§ **Exercise instructions**:
Report each line of the data that contains the string "rows".

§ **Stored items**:
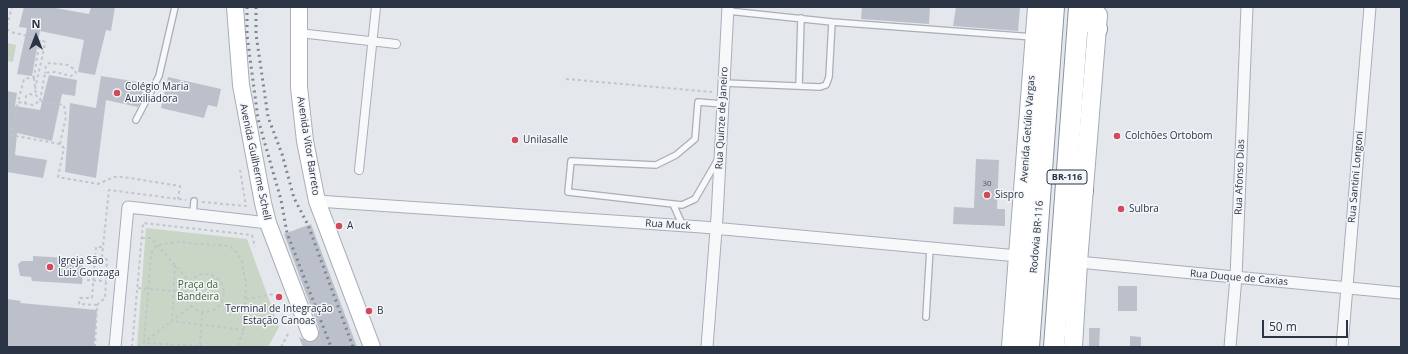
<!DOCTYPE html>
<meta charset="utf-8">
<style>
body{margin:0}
#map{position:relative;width:1408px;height:354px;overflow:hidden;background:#e4e7ec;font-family:"Open Sans",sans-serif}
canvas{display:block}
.frame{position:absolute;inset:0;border:8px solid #2b3445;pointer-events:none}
.north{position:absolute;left:16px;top:16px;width:40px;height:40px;-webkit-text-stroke:3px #f4f6f9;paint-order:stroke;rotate:0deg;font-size:11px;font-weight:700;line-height:16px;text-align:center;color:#2b3445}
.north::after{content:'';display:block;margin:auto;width:14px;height:18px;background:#2b3445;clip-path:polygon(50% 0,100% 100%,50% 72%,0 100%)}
.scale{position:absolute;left:1262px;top:320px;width:86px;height:18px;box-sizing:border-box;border:2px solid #2b3445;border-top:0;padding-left:5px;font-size:12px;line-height:14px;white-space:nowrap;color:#2b3445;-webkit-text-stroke:3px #f4f6f9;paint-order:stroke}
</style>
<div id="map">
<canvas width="1408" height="354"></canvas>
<div class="frame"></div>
<div class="north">N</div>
<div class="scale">50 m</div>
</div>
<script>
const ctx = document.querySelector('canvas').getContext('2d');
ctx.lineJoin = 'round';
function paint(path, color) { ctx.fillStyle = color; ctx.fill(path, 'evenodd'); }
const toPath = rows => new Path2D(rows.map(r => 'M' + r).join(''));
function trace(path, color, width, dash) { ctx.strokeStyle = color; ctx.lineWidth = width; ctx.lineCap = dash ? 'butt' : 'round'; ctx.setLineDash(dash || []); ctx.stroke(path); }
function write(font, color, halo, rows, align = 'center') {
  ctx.font = font + ' "Open Sans",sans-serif'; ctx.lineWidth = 3; ctx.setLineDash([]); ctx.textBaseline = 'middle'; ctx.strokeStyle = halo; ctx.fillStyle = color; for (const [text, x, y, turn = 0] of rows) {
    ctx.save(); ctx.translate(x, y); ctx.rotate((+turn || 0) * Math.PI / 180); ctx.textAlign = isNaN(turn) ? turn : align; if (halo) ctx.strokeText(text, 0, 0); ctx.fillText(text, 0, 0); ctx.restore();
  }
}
const green = toPath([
 [7,43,16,45,13,62,7,61],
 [146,228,247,239,279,327,268,347,137,347]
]);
const building = toPath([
 [24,7,50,7,89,14,91,7,115,7,111,31,106,30,95,75,78,72,84,40,40,31,32,76,17,74,27,28,19,27],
 [862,7,930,7,929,24,861,19],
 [956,7,1020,7,1018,31,953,26],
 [49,75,77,80,75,96,62,94,52,141,17,133,15,155,47,160,43,178,7,172,7,91,17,93,15,106,40,110],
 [101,76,145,83,141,101,138,107,106,100,96,178,65,172,70,103,96,108],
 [168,77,221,89,217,107,208,105,204,118,161,108],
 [976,159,999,160,997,209,1005,209,1005,226,953,224,954,207,974,208],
 [311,224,357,347,303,347,299,337,308,342,313,342,318,339,319,329,284,234],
 [33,256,84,259,82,284,32,281,31,277,20,276,18,264,22,261,33,261],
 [1118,286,1137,286,1137,311,1118,311],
 [7,299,21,301,20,303,97,310,94,347,7,346],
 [1089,328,1100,328,1099,347,1089,347],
 [1130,336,1141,337,1141,347,1130,347]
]);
const secondaryTunnel = toPath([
 [310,333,315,347]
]);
const path = toPath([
 [7,26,12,7],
 [7,29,11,32,40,39,34,77,24,79,18,102],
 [34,78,36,95],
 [566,79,712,92],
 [35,89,44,49,45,42,40,39],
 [40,101,45,73,55,72,71,76,76,73,74,69,68,65,49,63,46,65,45,73],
 [25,104,26,96,29,94,36,95,40,100],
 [60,144,11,135,18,102,33,105,40,101,64,105,66,117,60,144,64,148,58,177,98,184,114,177,123,177,180,186,178,199],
 [202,202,246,206,240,170],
 [142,238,151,238,189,281],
 [175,265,172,321,244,330],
 '186 293a19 19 0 1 1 38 0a19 19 0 1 1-38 0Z',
 [87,280,106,281],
 [138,288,186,292],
 [246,299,274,294],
 [97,305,79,304,80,298,92,298,96,247,103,247],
 [202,312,200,346,144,343,151,256,153,249,158,245,178,242,213,245,229,246,236,251,242,262,246,285,244,330,237,347],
 [200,346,213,347],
 [7,347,10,347],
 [95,347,97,305,105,298,107,260,102,256,109,190,186,200],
 [132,347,143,223,252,235,255,247],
 [138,347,191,306],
 [281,347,289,332]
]);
const service = toPath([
 [832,22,1033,37],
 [724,83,820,87,826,85,829,77,832,22,728,11],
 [799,86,801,18],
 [136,120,159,76,175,7],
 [717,161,695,199,682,205,568,192,571,161,656,165,676,155,695,139,698,102,723,104],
 [673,204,683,226],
 [193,215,194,201],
 [926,317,930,248]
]);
const pedestrian = toPath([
 [299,33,396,44],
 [359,170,376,7]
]);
const minor = toPath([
 [317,201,702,227,1018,256],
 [1078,262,1401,293],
 [115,347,128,207,268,223],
 [707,347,717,217,728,7],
 [1230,347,1236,277,1247,7],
 [1342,347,1370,7]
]);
const secondary = toPath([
 [235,7,241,85,263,203,268,223,310,333],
 [299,7,299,87,305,141,317,201,372,347]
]);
const primary = toPath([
 [1011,347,1037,7],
 [1073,347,1078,262,1098,15]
]);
const motorway = toPath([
 [1089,7,1097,29],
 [1072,219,1075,203,1083,191],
 [1029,347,1054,7],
 [1054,347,1079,7]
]);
const rail = toPath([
 [247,7,247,35,258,119,281,200,287,233,331,347],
 [256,7,256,34,268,117,282,154,294,198,308,225,353,347]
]);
const markers = [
 [117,93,4,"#d1495b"],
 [1117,136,4,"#d1495b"],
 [515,140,4,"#d1495b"],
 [987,195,4,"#d1495b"],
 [1121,209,4,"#d1495b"],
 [339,226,4,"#d1495b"],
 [50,267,4,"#d1495b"],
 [279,297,4,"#d1495b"],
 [369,311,4,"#d1495b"]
];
const numberNames = [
 ["30",987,184]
];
const shields = [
 [1067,177,40]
];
const shieldNames = [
 ["BR-116",1067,177]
];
const poiNames = [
 ["Colégio Maria",125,87],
 ["Auxiliadora",125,99],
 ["Colchões Ortobom",1125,136],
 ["Unilasalle",523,140],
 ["Sispro",995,195],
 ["Sulbra",1129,209],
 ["A",347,226],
 ["Igreja São",58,261],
 ["Luiz Gonzaga",58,273],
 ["Terminal de Integração",279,309,"center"],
 ["Estação Canoas",279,321,"center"],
 ["B",377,311]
];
const streetNames = [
 ["Rua Quinze de Janeiro",722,118,-87],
 ["Avenida Getúlio Vargas",1028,129,-86],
 ["Avenida Vitor Barreto",308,146,81],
 ["Avenida Guilherme Schell",255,162,78],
 ["Rua Afonso Dias",1240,177,-88],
 ["Rua Santini Longoni",1356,177,-85],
 ["Rua Muck",668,225,4],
 ["Rodovia BR-116",1037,237,-85],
 ["Rua Duque de Caxias",1239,278,5]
];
const parkNames = [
 ["Praça da",198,285],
 ["Bandeira",198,297]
];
paint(green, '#c9d6c5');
paint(building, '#bbc0ca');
trace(secondaryTunnel, '#bfc3cb', 16, [16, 8]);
trace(service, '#a9aeb7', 8);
trace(pedestrian, '#a9aeb7', 10);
trace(minor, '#a9aeb7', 13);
trace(secondary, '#a9aeb7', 18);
trace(primary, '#a3abb8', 20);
trace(motorway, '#8b94a3', 22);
trace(path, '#c2c5cb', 2, [3, 3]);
trace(service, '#f7f8fa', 5.5);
trace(pedestrian, '#f7f8fa', 8);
trace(minor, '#f7f8fa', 11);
trace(secondary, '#fff', 16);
trace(primary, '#fff', 18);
trace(motorway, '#fff', 20);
trace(rail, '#7d8696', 3, [2, 4]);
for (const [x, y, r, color] of markers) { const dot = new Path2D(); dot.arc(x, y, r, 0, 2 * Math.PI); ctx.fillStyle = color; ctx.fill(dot); trace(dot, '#f4f6f9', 1.5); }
write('8px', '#4f5766', null, numberNames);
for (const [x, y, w] of shields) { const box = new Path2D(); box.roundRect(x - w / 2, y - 7, w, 14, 3); ctx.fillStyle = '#f4f6f9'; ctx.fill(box); trace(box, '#2b3445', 1); }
write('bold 9px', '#2b3445', null, shieldNames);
write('10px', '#2b3445', '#f4f6f9', poiNames, 'left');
write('10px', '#2b3445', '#f4f6f9', streetNames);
write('10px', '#3f6138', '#f4f6f9', parkNames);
</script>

§ **Reply to the task**:
const toPath = rows => new Path2D(rows.map(r => 'M' + r).join(''));
function write(font, color, halo, rows, align = 'center') {
  ctx.font = font + ' "Open Sans",sans-serif'; ctx.lineWidth = 3; ctx.setLineDash([]); ctx.textBaseline = 'middle'; ctx.strokeStyle = halo; ctx.fillStyle = color; for (const [text, x, y, turn = 0] of rows) {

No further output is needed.